Perflubron acts as liquid PEEP, and has been shown to be an effective way for improving oxygenation in the injured lung. However, little information is available about different ventilation modes during PLV. We evaluated the efficiency of pressure controlled (PCV) and volume controlled (VCV) ventilation at various I:E ratio during PLV. Methods. Five sheep weighing 26.3±2.6kg had acute lung injury induced by warm saline lavage, followed by filling with 30mL/kg perflubron. Baseline ventilation was provided with a PB7200, VCV, rate 15/min, V_{T} 12mL/kg, I:E 1:2, F_{1}O_{2} 0.5 with PEEP set above the lower inflection point (LIP) on the pressure-volume (P-V) curve. VCV and PCV at 1:2, 1:1 and 2:1 I:E were compared in random order. During all modes V_{T} (VCV) and PIP (PCV) were adjusted to maintain a constant P_{PLAT} and total PEEP was kept constant. Results. PaO_{2} did not change significantly among modes. V_{D}/V_{T} during VCV 1:1 and VCV 2:1 was lower than during PCV 1:2. No hemodynamic differences were observed.

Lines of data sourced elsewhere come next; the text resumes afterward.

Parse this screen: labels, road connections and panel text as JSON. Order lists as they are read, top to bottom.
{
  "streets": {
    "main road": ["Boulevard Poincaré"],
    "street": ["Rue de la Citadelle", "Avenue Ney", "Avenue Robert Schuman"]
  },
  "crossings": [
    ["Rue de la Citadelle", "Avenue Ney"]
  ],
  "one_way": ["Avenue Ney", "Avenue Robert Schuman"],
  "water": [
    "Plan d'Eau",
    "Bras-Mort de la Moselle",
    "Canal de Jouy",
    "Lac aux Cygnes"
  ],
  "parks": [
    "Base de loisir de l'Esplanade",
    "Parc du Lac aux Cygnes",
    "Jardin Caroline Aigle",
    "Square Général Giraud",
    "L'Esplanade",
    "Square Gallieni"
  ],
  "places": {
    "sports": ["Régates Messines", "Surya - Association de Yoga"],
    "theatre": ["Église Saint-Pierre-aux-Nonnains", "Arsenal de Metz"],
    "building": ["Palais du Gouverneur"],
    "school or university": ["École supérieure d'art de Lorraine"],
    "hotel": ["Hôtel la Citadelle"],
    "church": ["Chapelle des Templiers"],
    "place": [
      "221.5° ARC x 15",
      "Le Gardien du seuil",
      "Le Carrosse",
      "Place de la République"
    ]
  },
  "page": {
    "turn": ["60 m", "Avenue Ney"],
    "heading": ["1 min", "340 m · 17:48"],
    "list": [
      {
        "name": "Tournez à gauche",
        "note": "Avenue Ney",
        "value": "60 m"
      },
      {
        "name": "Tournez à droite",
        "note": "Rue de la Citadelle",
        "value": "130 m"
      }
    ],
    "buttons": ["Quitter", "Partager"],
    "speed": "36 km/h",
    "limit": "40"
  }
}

POST VCV1:2 VCV1:1 VCV2:1 PCV1:2 PCV1:1 PCV2:1

PaO_{2} 80±7 94±5 96±16 95±12 92±7 84±7 92±11

TV(mL) 348±33 332±15 339±28 352±34 313±38 322±40 355±59

VD/VT .58±.04 .51±.05 .49±.08* .49±.04* .58±.05** .52±.05 .51±0.05

CO(L/m) 4.4±0.6 4.6±1.3 4.5±1.0 4.2±1.3 4.7±1.3 4.3±0.7 4.5±1.4

POST: post injury, TV: tidal volume, CO: cardiac output. (MEAN ± S.D.)

*ANOVA p < 0.05 vs. POST ** p < 0.05 vs. VCV1:1

Conclusion. When PEEP is set above the LIP of the P-V curve, neither mode or I:E affects gas exchange or hemodynamics except V_{D}/V_{T} which improved with longer inspiratory times.